I hope to go to this cemetery again tomorrow if the weather holds and do a more thorough search for more headstones. I have great, great, great, great grandparents that I would like to have more permanent records of. Many headstones have been ravaged by time and weather and I intend to take some newsprint and charcoal with me to do some rubbings. Once a weak point has been found in a carving or headstone and it topples, the information on it is gone forever.

There are more tips on headstone rubbings and other methods of capturing headstone carvings here.

Thursday, June 26, 2008

Herbal art

You wanted something?

The weather finally warmed up and Tripod decided to bake his little brain in the greenhouse. I found him asleep on a shelf, tucked in between shelves of begonias. He slept the afternoon away there in nearly 30C temperatures. He's an odd cat...

Meanwhile I inspected my herb garden to see what's survived the winter. I need to move my medicinal herb bed and either eliminate or at least restrain some plants which are threatening to take over. All the rain this year has made things very lush and now the heat has them rocketing upwards.

I harvest the herbs just as they flower as that is when the oils are at their peak point. They are then dried in a shady place to preserve colour and oils as much as possible. The objective is to have a dried imitation of the original plant, not a browned leaf that shatters at a touch.

One of the herbs that has done well is Blue Vervain. This herb has beautiful blue spires of flowers that look glorious in a group as they are now.

I counted thirty varieties of medicinal and culinary herbs currently in the garden and I want to record them in more than a simple photographic way. I found little blank paged book with 24 double sided pages which I must have bought some time ago but that got stuffed away in my art cupboard. I'm considering filling this book with 24 different medicinal herb drawings and perhaps some writing about the herb to go with each drawing. I'll create a cover and back for the book and it could be an interesting piece both in terms of art and herbal medicine.

I'll aim to see what I can come up with during July. Watch this space. I have visitors this week so its slowing both my drawing and blogging, but this is a long weekend for me, so I'll play at catch up then.

Monday, June 23, 2008

Laptop sleeve design

I bought a new laptop a couple of weeks ago and have been searching for an interesting travel case for it.
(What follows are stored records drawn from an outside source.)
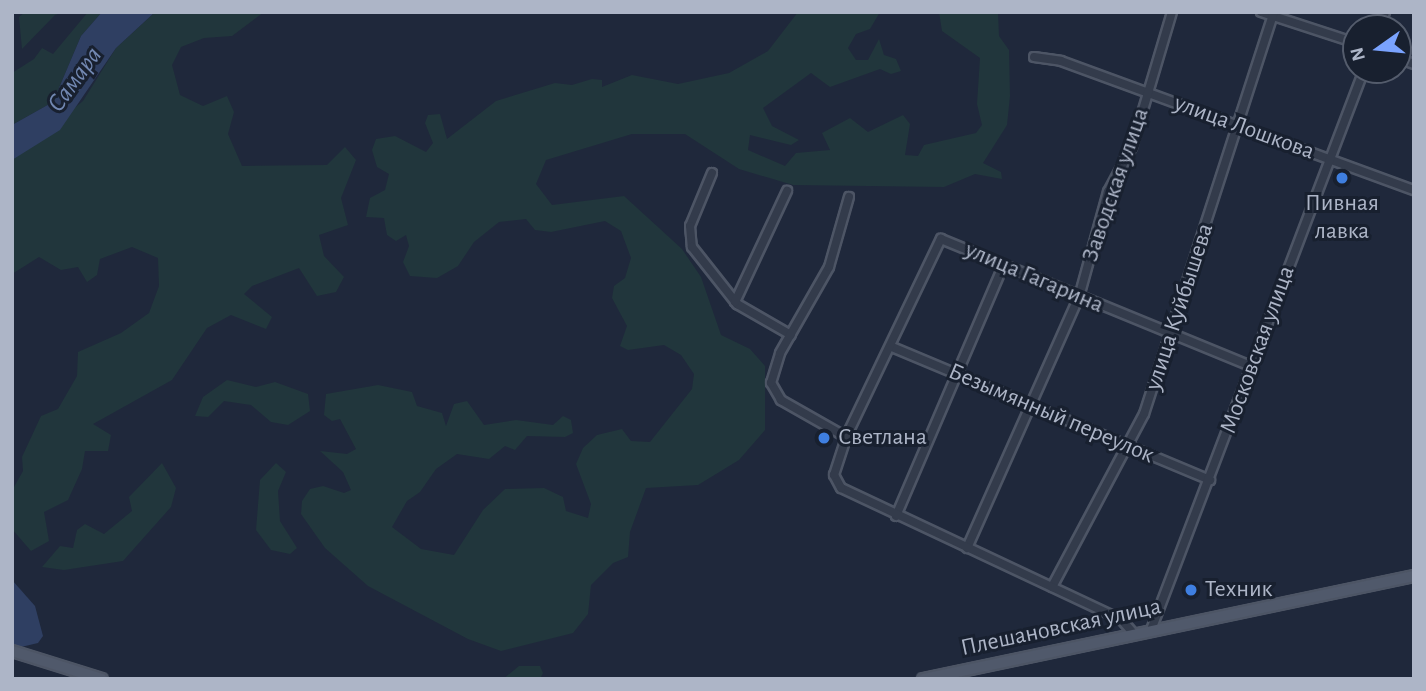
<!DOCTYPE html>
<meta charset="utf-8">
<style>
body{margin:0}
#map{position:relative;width:1426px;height:691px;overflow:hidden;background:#1f283b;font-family:"Alegreya Sans",sans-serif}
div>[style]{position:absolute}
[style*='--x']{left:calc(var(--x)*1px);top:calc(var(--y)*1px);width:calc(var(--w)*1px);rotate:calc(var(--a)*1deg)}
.green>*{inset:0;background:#21363c}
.water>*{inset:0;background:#2f3f62}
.roads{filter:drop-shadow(2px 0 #4d5565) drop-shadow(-2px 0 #4d5565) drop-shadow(0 2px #4d5565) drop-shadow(0 -2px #4d5565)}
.minor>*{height:8px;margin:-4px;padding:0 4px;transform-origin:4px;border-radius:4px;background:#333b4b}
.major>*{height:10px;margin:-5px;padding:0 5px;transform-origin:5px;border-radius:5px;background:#50596b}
.dots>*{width:19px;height:19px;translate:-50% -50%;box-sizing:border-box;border:4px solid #18202f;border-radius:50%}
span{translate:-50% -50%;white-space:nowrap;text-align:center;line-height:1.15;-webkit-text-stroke:6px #18202f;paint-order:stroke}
.street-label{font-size:24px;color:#adb5c7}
.poi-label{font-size:24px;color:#adb5c7}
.left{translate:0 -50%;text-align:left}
.water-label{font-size:26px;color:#7288b2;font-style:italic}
.frame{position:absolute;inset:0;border:14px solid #adb5c7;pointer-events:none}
.north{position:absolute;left:1342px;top:14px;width:70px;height:70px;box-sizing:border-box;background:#18202f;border:2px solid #545c6c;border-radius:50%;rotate:255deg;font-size:19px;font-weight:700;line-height:28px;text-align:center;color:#adb5c7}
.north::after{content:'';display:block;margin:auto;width:24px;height:32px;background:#7aa3ff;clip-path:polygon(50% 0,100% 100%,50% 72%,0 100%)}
</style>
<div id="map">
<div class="green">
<div style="clip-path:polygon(25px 12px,64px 12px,55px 15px,22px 49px,19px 17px)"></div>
<div style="clip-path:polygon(88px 12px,102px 12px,81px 36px,53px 102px,12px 125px,12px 73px,34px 59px,42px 48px,53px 54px)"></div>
<div style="clip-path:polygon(264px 12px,232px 36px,204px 38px,181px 47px,172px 65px,180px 95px,203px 106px,227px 96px,234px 112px,228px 134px,242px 166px,327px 165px,345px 147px,356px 160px,341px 198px,348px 225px,319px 235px,324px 256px,344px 277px,336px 292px,317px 296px,299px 268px,252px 286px,244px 294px,272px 317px,266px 329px,231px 315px,207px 328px,172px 380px,93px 424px,111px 435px,108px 451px,85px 451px,82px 469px,68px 500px,44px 512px,49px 541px,31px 551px,12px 529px,14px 487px,23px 471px,22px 457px,41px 416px,58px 409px,77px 376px,78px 352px,121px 333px,149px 313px,159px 286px,158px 258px,132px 247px,100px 259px,97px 275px,87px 282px,78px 267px,61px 270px,39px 257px,12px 274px,12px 160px,83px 101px,116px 48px,153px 14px)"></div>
<div style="clip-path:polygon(798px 12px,880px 12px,870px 29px,856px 34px,848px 48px,856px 60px,868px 60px,879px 39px,884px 55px,896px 59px,901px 71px,891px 74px,880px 69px,830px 87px,811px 73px,763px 108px,772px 126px,799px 140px,791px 145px,750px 135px,748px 150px,785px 166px,796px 153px,830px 150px,822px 133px,850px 118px,868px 132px,903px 115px,910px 124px,905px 155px,918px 156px,924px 145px,976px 133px,982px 125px,977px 104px,980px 58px,942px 31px,939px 12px,998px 12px,999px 36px,1009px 50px,1010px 96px,1007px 125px,983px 163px,1001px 172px,1002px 179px,975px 174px,944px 187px,793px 185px,739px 169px,685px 134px,632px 134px,546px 160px,536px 184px,552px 205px,624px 196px,682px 249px,701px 277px,721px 335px,750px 349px,765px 366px,765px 430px,739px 460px,698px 485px,646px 488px,630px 532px,628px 557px,613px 563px,591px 585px,588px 614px,573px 633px,501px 651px,468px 639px,368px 586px,325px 548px,301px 514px,302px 501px,310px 489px,323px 486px,344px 493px,351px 490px,343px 472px,320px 451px,347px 454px,356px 449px,340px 419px,332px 421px,324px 415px,326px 394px,378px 385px,412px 392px,417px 406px,442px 413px,446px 426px,454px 404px,467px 401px,484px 425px,516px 420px,553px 425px,563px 416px,571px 420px,573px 433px,565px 437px,527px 436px,515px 450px,505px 446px,489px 459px,457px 454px,436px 469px,420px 492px,407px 501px,392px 527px,421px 549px,454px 555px,483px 510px,505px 489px,544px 488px,563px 497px,566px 511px,588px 518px,591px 504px,576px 464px,583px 448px,597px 435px,622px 429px,631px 441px,650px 442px,692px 389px,694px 374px,681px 355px,664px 345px,628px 350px,620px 346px,627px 326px,612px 298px,614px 286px,625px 278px,631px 258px,621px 231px,605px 221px,551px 232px,535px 230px,526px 219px,499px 222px,474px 242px,458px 266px,437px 278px,410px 276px,403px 262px,409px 246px,406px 235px,396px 241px,387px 235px,384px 218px,366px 217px,370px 198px,385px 190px,389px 174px,377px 167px,372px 150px,376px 139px,395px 136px,426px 152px,433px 143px,425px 123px,428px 115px,440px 114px,447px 139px,496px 101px,555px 83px,572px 85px,592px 79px,602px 80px,602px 87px,632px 75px,678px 84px,729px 73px,768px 51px)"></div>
<div style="clip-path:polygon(227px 380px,256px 387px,275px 382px,308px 394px,310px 411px,288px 425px,271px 422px,251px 405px,224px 401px,208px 417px,195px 416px,203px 397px)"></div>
<div style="clip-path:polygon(162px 463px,176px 488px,171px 507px,123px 561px,64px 570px,42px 567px,60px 546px,73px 548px,77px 530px,85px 524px,104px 534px,132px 511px,129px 497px)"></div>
<div style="clip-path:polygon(276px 463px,286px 472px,278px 491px,280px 521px,297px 548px,290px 554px,271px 550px,256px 530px,260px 480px)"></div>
<div style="clip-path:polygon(519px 666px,540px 666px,543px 673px,540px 679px,503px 679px)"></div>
</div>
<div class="water">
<div style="clip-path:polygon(102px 12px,155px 12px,116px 48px,60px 130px,12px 160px,12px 125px,53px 102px,81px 36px)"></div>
<div style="clip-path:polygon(12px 580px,35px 606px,43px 636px,38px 643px,21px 647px,12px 644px)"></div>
</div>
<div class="roads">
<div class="minor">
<div style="--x:1261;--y:12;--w:100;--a:18.1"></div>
<div style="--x:1379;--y:28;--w:17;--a:-69"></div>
<div style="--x:1034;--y:57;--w:27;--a:8"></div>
<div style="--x:1061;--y:61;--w:376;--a:20.1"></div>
<div style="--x:1398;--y:58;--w:17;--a:21"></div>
<div style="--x:712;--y:173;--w:57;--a:112.5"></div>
<div style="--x:690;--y:226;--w:21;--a:85"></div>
<div style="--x:692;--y:247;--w:73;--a:51.7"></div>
<div style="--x:737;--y:304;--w:62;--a:29.9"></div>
<div style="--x:735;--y:302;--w:123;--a:-64.9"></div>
<div style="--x:892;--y:347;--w:345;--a:22.7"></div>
<div style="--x:846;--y:437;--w:75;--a:-150.4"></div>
<div style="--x:781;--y:400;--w:20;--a:-120"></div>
<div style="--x:771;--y:383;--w:31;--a:-73"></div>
<div style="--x:780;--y:353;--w:99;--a:-60.3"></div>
<div style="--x:829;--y:267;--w:73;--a:-74.1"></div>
<div style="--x:896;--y:516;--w:272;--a:-66.8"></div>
<div style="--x:967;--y:548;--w:275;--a:-66"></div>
<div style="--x:1079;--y:297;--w:109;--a:-74.6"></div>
<div style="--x:1108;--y:192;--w:51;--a:-61.9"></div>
<div style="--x:1132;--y:147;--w:141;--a:-73.5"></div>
<div style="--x:1052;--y:587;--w:196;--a:-62"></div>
<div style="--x:1144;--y:414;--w:422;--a:-72.1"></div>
<div style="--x:1151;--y:630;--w:599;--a:-69.18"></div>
<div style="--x:1134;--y:634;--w:18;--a:-131"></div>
<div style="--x:1122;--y:620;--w:310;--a:-154.8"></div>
<div style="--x:841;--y:488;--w:15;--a:-118"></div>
<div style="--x:834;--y:475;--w:40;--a:-72"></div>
<div style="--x:846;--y:437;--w:220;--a:-64.4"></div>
<div style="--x:941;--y:239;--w:334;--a:22.3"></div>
</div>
<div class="major">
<div style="--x:12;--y:651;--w:94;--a:17.3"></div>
<div style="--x:923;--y:679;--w:502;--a:-11.85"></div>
</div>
</div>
<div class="dots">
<div style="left:1342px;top:178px;background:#3f7fe0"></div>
<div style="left:824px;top:438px;background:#3f7fe0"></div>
<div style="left:1191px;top:590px;background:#3f7fe0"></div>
</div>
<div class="street-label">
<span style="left:1244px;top:128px;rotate:20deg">улица Лошкова</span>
<span style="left:1116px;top:185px;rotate:-71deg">Заводская улица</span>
<span style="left:1034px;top:278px;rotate:23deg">улица Гагарина</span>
<span style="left:1180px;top:307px;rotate:-72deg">улица Куйбышева</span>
<span style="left:1258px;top:350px;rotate:-70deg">Московская улица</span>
<span style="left:1051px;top:414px;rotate:23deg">Безымянный переулок</span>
<span style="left:1061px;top:628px;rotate:-12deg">Плешановская улица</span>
</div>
<div class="poi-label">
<span style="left:1342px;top:218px">Пивная<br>лавка</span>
<span class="left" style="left:838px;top:438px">Светлана</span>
<span class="left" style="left:1205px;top:590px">Техник</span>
</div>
<div class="water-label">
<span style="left:75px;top:80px;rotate:-54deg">Самара</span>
</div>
<div class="frame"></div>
<div class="north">N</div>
</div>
There are endless utilitarian black cases on the market and some outrageously expensive coloured ones. I have been toying with the idea of making my own case using fabrics padding and the deconstruction of an old leather coat, but never seem to have enough time to work out the logistics of it

Then I came across Skooba Design. They have produced a cream coloured Skooba Skin laptop sleeve that I can draw my own design on! There are some designs shown on the site and I love this Muppet drawing. The possibilities are endless, and it could be a perfect marketing tool for my art as well as a design piece in itself. I could create a main drawing looping around the sleeve or do a series of small ones. I could incorporate the shape of the bag into a drawing.

Markers are used to create the designs from what I can understand at this point but it may be open to experimentation. However, I would imagine that markers would be the most permanent solution to a bag that would be handled. I wouldn't want my efforts disappearing after being used a few times or being caught in a shower of rain.


I've ordered one of the bags to fit my new laptop and now will have a week or 10 days to wait while it ships from New York. Meanwhile I can play with designs and figure out what I will draw on the sleeve once it arrives.

I did a little more research and found a number of websites that offer unique designer laptop sleeves.

Then there are the 'do-it-yourself' laptop sleeves to create.

Knitted Aran laptop sleeve
Laptop bag
Felted laptop sleeve

And not forgetting the Macs

AirMail
Wrappers

I have finished my 1460 portrait. I'm not 100% pleased with it, as I haven't been able to get a good smooth dark background. And it looks even worse once scanned. But I'm calling it done and don't want to fiddle with it anymore or it will just get worse. As well the tooth of the paper has taken all the graphite that it can hold so there's no point in frustrating myself.